[Saved entries]

=== Begin Enclosure ===

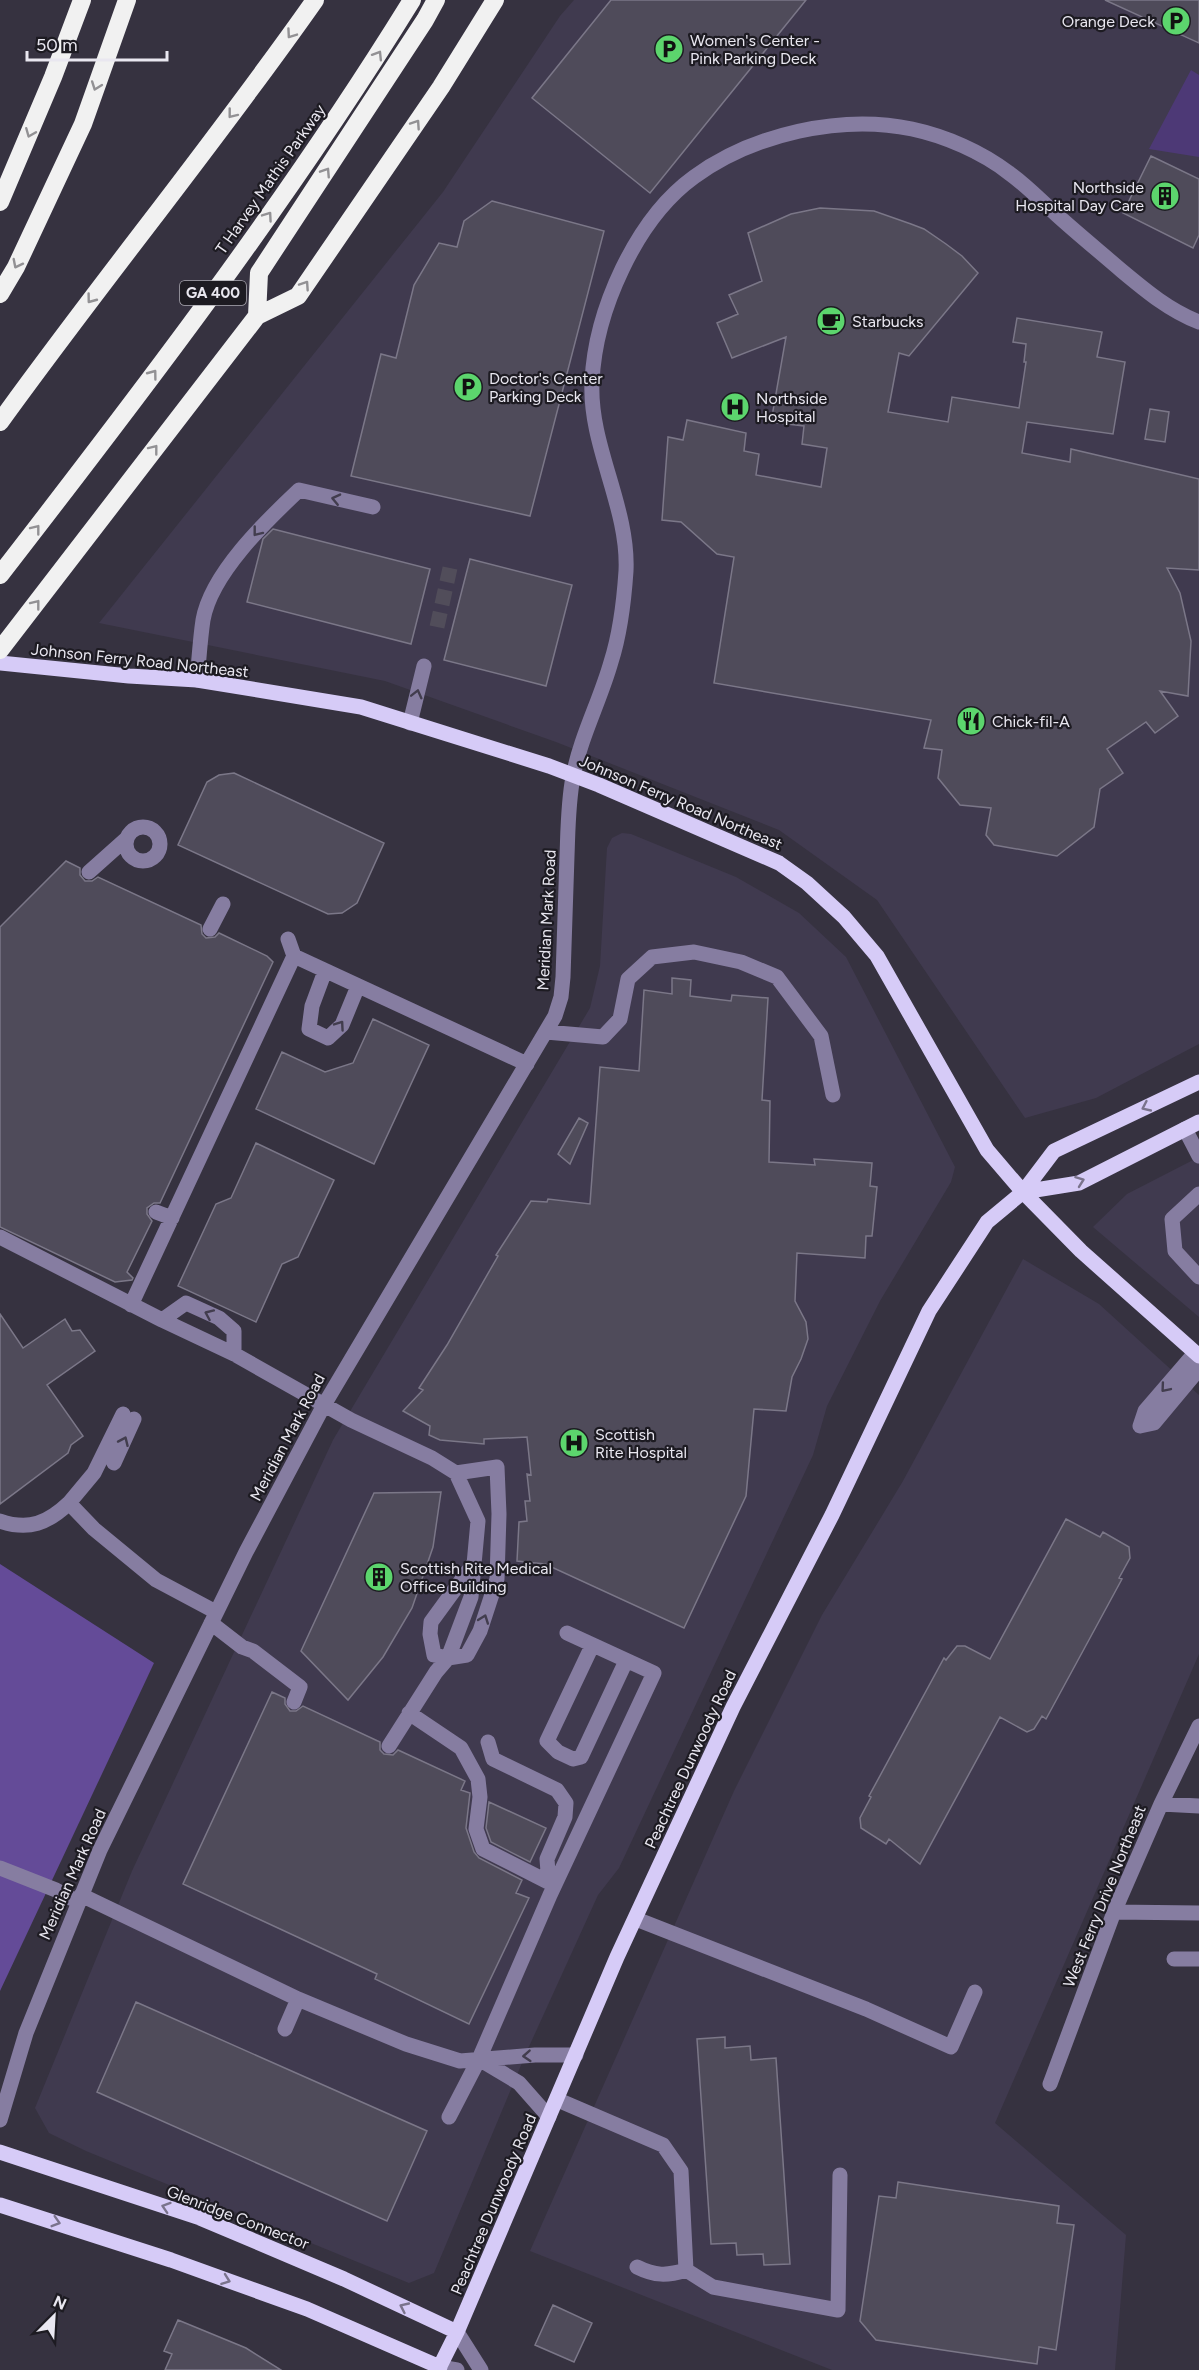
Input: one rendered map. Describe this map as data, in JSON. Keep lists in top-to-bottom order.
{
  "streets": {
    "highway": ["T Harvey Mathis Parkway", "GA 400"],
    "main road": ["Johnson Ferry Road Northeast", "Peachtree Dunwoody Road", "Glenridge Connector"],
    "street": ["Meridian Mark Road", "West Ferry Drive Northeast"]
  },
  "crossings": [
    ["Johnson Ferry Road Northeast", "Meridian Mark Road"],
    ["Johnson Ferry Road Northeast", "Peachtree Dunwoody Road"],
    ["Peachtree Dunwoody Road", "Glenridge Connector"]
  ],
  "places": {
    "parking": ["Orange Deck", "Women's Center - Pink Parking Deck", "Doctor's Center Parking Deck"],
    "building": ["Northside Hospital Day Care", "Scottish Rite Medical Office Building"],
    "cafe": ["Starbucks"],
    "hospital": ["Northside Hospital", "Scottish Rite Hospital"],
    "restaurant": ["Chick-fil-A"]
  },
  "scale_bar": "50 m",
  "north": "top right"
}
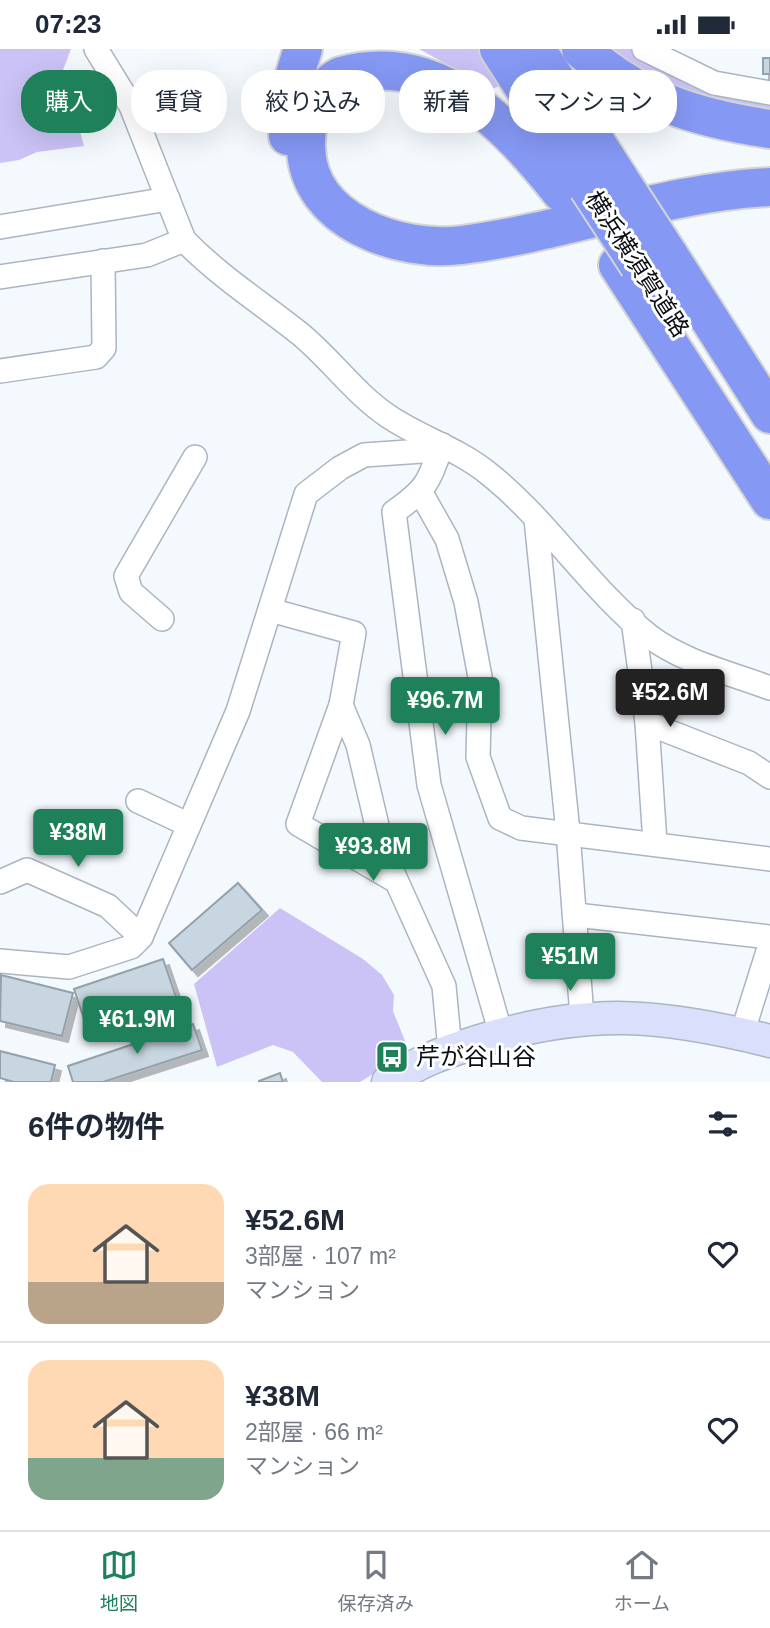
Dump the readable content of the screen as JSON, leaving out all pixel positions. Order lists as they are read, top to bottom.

=== End Enclosure ===

-- Exercise details --
Transcribe the data completely. No pictures should appear in the transcription.

-- Exercise answer --
Input: one rendered map. Describe this map as data, in JSON. Keep lists in top-to-bottom order.
{
  "streets": {
    "highway": ["T Harvey Mathis Parkway", "GA 400"],
    "main road": ["Johnson Ferry Road Northeast", "Peachtree Dunwoody Road", "Glenridge Connector"],
    "street": ["Meridian Mark Road", "West Ferry Drive Northeast"]
  },
  "crossings": [
    ["Johnson Ferry Road Northeast", "Meridian Mark Road"],
    ["Johnson Ferry Road Northeast", "Peachtree Dunwoody Road"],
    ["Peachtree Dunwoody Road", "Glenridge Connector"]
  ],
  "places": {
    "parking": ["Orange Deck", "Women's Center - Pink Parking Deck", "Doctor's Center Parking Deck"],
    "building": ["Northside Hospital Day Care", "Scottish Rite Medical Office Building"],
    "cafe": ["Starbucks"],
    "hospital": ["Northside Hospital", "Scottish Rite Hospital"],
    "restaurant": ["Chick-fil-A"]
  },
  "scale_bar": "50 m",
  "north": "top right"
}
Dump the readable content of the screen as JSON, leaving out all pixel positions. Order lists as they are read, top to bottom.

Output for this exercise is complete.